◆ What you have to do: Please go over the material below and count each line with the string "canvas", giving only the total.

◆ Records shown:
┄┄┄┄┄┄┄┄┄┄┄┄┄┄┄┄┄┄┄┄

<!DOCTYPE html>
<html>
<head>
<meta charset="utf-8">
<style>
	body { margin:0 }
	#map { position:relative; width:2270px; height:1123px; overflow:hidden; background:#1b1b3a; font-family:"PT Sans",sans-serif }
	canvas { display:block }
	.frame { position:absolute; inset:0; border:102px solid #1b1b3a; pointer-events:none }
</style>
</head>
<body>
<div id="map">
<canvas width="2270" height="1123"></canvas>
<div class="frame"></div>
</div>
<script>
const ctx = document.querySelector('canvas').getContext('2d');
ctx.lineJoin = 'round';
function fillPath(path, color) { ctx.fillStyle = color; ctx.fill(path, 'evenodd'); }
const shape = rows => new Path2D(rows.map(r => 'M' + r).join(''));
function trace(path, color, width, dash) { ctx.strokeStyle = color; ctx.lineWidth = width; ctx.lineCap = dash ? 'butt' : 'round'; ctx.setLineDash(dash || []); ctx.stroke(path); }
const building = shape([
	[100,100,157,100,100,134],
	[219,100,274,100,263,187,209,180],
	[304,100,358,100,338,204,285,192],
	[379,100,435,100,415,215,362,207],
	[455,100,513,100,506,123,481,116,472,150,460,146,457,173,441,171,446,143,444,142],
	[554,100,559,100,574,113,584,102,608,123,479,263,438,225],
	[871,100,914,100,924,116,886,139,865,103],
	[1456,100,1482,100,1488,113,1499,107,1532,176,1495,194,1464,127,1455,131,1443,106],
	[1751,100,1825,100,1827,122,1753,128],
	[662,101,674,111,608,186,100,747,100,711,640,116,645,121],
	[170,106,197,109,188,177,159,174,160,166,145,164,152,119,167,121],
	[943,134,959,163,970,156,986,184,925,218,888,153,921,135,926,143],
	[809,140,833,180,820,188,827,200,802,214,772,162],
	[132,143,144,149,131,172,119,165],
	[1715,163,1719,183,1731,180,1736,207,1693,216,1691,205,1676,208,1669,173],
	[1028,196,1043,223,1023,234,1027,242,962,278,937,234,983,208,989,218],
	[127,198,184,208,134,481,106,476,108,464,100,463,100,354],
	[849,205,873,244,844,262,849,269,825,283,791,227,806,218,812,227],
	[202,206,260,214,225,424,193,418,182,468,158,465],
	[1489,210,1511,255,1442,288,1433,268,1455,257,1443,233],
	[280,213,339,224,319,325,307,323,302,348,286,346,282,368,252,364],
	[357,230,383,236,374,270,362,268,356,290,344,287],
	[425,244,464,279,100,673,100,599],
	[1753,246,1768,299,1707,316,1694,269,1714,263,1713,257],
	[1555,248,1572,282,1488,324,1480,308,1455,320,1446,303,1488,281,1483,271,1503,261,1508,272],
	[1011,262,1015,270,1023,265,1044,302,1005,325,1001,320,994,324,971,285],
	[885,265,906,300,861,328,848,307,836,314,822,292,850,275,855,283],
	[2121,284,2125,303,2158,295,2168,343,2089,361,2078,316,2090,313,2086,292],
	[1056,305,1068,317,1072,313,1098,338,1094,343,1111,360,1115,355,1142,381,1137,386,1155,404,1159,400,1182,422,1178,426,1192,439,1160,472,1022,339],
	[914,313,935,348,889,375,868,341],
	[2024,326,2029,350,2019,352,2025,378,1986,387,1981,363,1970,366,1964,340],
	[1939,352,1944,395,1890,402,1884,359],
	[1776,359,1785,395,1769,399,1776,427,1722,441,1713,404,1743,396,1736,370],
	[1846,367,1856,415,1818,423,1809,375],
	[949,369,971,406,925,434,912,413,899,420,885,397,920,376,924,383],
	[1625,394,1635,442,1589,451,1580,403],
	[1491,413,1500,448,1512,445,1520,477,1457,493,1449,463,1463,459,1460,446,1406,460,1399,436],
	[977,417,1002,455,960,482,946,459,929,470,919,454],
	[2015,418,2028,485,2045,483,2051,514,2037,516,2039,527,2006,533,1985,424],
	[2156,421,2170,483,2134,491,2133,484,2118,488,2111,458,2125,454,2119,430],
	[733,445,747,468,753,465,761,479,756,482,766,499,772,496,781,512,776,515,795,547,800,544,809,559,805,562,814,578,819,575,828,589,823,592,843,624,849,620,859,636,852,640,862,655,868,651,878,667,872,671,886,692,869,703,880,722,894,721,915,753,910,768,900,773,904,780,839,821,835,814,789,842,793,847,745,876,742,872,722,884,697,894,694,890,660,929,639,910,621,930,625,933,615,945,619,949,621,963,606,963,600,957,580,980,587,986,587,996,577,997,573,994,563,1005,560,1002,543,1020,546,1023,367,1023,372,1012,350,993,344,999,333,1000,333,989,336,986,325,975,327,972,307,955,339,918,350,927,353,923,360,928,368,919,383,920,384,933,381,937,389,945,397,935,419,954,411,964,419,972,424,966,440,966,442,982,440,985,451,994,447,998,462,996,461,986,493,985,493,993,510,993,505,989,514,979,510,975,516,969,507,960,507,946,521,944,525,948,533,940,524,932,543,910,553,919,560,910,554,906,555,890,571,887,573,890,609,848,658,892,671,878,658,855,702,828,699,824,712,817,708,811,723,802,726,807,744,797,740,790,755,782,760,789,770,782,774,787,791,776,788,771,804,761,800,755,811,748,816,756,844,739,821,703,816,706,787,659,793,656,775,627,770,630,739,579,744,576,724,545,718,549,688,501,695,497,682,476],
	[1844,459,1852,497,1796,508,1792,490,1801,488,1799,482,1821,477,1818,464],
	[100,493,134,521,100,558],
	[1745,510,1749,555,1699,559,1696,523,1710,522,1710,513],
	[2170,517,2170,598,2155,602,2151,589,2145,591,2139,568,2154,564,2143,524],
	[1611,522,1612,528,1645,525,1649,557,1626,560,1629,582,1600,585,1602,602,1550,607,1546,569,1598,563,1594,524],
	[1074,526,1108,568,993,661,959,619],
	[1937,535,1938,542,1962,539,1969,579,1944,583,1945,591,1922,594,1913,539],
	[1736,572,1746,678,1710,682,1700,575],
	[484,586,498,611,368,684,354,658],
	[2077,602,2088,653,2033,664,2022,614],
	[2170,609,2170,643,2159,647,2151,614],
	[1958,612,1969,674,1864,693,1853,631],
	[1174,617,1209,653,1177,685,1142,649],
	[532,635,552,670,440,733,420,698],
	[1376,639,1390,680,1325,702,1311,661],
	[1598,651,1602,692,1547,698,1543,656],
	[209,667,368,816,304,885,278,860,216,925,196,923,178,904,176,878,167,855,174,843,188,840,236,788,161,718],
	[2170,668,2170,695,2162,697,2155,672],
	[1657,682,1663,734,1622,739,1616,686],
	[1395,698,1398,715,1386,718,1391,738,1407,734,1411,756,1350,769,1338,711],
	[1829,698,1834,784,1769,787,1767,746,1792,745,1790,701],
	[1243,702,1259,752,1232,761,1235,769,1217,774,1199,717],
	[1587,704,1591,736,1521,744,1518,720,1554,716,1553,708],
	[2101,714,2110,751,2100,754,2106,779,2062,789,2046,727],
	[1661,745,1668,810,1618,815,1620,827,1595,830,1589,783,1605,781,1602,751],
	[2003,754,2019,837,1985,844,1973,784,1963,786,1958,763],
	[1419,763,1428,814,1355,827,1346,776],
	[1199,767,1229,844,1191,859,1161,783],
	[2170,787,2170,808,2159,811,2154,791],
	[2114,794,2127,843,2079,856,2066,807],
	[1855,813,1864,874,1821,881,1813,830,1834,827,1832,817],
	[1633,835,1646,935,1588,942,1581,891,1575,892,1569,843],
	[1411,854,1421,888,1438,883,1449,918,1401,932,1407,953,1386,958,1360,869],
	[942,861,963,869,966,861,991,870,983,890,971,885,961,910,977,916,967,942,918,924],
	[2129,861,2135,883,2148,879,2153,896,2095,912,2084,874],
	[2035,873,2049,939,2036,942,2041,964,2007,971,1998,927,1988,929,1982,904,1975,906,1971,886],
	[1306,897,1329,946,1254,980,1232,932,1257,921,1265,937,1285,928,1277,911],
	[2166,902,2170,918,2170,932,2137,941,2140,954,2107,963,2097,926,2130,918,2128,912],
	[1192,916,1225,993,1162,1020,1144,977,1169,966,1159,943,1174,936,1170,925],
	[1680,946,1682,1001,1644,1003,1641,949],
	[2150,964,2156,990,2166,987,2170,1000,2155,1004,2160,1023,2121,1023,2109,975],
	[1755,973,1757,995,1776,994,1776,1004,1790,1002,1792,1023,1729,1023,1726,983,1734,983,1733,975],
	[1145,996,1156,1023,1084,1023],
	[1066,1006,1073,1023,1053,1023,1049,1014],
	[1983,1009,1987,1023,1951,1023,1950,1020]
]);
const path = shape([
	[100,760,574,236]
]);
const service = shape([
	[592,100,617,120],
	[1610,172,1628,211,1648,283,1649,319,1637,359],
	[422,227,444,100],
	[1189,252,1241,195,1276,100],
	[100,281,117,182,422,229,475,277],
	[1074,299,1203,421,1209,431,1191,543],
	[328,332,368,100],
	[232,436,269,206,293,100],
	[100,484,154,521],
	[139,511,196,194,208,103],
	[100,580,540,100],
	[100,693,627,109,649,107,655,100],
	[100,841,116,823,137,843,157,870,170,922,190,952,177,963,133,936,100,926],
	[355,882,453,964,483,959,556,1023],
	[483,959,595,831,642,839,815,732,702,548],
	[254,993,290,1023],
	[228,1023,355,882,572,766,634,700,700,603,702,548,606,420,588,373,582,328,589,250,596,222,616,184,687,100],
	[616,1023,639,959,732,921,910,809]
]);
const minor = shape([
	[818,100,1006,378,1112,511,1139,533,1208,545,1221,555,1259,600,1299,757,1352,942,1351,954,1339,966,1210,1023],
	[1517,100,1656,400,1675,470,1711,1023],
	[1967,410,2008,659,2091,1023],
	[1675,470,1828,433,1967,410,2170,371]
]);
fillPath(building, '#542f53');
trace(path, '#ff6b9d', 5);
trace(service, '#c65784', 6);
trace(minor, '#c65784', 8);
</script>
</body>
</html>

┄┄┄┄┄┄┄┄┄┄┄┄┄┄┄┄┄┄┄┄

◆ Answer to this problem: 3